The U.S. beat Chinese Taipei 4-2 today as Taiwan’s disastrous Olympic campaign continued. Taiwan fell to 1-5 in Beijing, with increasingly angry and fed-up Taiwanese fans clamoring for answers.
U.S. Starter Brandon Knight picked up the win on 6 1/3 strong innings, and power /speed combo lefty outfielder Dexter Fowler drove in the games go-ahead run on a double down the line off of reliever Lee Chen-Chang.
For Taiwan, the game marked another Quioxtic episode in an Olympic series marked by a seemingly endless list of arbitrary decisions, missed chances, and managerial blunders. Taiwan had a chance to win the China, Japan, and U.S. games, but failed to largely due to strategic mishaps.
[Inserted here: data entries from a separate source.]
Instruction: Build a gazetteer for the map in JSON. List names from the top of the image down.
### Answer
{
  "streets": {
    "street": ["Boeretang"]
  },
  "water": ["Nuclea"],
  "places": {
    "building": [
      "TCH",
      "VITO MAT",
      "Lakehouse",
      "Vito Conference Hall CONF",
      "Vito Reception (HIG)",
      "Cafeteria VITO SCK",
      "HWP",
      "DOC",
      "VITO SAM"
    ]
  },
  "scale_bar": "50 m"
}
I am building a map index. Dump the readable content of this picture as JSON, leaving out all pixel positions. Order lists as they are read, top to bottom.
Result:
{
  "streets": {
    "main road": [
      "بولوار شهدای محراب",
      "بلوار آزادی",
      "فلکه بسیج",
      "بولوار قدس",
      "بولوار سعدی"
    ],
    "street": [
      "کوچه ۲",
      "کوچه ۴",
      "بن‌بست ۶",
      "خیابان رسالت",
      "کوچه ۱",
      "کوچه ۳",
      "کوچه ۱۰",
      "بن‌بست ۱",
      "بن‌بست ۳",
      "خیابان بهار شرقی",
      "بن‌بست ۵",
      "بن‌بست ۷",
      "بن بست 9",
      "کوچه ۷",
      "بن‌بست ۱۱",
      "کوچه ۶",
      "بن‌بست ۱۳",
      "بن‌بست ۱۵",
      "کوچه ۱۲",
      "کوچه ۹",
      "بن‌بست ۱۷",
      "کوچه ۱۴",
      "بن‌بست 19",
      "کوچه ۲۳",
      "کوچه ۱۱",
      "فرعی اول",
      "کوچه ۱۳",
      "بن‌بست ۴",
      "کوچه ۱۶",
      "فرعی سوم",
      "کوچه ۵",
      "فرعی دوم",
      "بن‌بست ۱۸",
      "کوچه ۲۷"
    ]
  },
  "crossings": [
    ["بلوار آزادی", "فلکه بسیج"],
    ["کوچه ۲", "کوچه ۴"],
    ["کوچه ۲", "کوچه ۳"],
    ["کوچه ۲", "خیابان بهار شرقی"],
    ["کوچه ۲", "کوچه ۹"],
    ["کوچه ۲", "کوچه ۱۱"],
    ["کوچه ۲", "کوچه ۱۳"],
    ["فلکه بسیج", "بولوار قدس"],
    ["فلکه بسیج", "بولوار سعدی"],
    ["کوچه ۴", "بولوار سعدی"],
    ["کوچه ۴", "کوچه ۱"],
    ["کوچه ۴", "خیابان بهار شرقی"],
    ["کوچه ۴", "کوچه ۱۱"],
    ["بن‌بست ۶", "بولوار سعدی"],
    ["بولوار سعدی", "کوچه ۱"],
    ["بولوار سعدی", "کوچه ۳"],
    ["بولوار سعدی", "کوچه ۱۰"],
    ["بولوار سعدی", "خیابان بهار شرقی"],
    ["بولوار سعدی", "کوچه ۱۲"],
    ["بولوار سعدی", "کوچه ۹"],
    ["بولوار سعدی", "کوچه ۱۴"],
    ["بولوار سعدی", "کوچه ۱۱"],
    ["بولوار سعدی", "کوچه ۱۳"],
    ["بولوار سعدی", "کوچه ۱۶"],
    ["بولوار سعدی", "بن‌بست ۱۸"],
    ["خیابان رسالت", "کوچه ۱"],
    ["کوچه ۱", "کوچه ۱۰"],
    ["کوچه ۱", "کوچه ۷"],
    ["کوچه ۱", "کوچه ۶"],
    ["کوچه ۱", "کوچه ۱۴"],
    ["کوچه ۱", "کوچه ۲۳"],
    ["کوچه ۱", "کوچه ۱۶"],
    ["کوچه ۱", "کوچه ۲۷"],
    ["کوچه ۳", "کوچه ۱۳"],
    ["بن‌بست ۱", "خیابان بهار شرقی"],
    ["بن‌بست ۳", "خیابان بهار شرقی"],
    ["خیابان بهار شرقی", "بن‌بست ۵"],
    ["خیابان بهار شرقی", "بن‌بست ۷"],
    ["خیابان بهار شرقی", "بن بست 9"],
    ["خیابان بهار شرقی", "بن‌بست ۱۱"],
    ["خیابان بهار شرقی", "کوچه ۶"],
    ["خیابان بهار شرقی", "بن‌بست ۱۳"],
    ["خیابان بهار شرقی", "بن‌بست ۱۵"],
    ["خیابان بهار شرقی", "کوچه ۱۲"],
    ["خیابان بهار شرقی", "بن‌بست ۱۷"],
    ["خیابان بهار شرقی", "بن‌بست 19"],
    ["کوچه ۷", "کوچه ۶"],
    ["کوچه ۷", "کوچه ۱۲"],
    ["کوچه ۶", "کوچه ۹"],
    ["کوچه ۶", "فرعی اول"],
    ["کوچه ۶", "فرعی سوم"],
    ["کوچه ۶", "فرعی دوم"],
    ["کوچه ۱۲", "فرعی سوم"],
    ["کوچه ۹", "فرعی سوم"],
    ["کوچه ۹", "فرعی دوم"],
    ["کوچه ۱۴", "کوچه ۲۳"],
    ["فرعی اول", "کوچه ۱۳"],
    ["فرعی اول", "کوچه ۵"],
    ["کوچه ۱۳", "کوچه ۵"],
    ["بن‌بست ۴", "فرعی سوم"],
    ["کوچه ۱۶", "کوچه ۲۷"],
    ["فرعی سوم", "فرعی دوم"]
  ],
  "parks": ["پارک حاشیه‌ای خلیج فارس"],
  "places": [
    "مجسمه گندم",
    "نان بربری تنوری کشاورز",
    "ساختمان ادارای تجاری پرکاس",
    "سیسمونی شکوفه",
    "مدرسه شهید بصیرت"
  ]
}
For a concise breakdown of what is going wrong with Chinese Taipei’s ship, the Taipei Times’ Alan Ellis has penned an editorial in last Sunday’s edition detailing Hong’s perplexing managing decisions–and structural reforms needed in Taiwan’s national program.

4 responses so far ↓
1 bigdaub // Aug 20, 2008 at 1:45 am
another thing that pisses me off about hong is his refusal to advance runners late in the game. it happened in the games against china and korea, where late in the game with potential tying or winning run on base, he didn’t order the batter to sacrifice to advance the runner. the writer for taipei time is spot on about hong’s cluelessness on bullpen management.
i’ve been watching taiwan baseball for a long time now and i don’t think it’s just hong. other managers seems to follow the same pattern. maybe it’s time for some us influence. bring in some coaches and managers from the states and teach these old farts that it’s time to move on evolve their game management with everyone else.
2 Simon Currie // Aug 20, 2008 at 2:46 am
Must be the feng shui. Kinda working on the Japanese, but the Koreans are fending it off!
3 hansioux // Aug 20, 2008 at 9:13 am
I think Taiwan had a shot at winning against Korea too, if the retardo manager didn’t insist on starting a guy who just pitched 2 days ago.
4 Zack // Aug 20, 2008 at 3:29 pm
I don’t think starting the pitcher who pitched 2 days ago was Hong’s biggest mistake.
But starting a pitcher who sucked 2 days ago while also having been consistently shit over the course of the entire season should have been obvious red flags to the manager. To ignore that while there are better alternatives available, now that’s a dumbass move.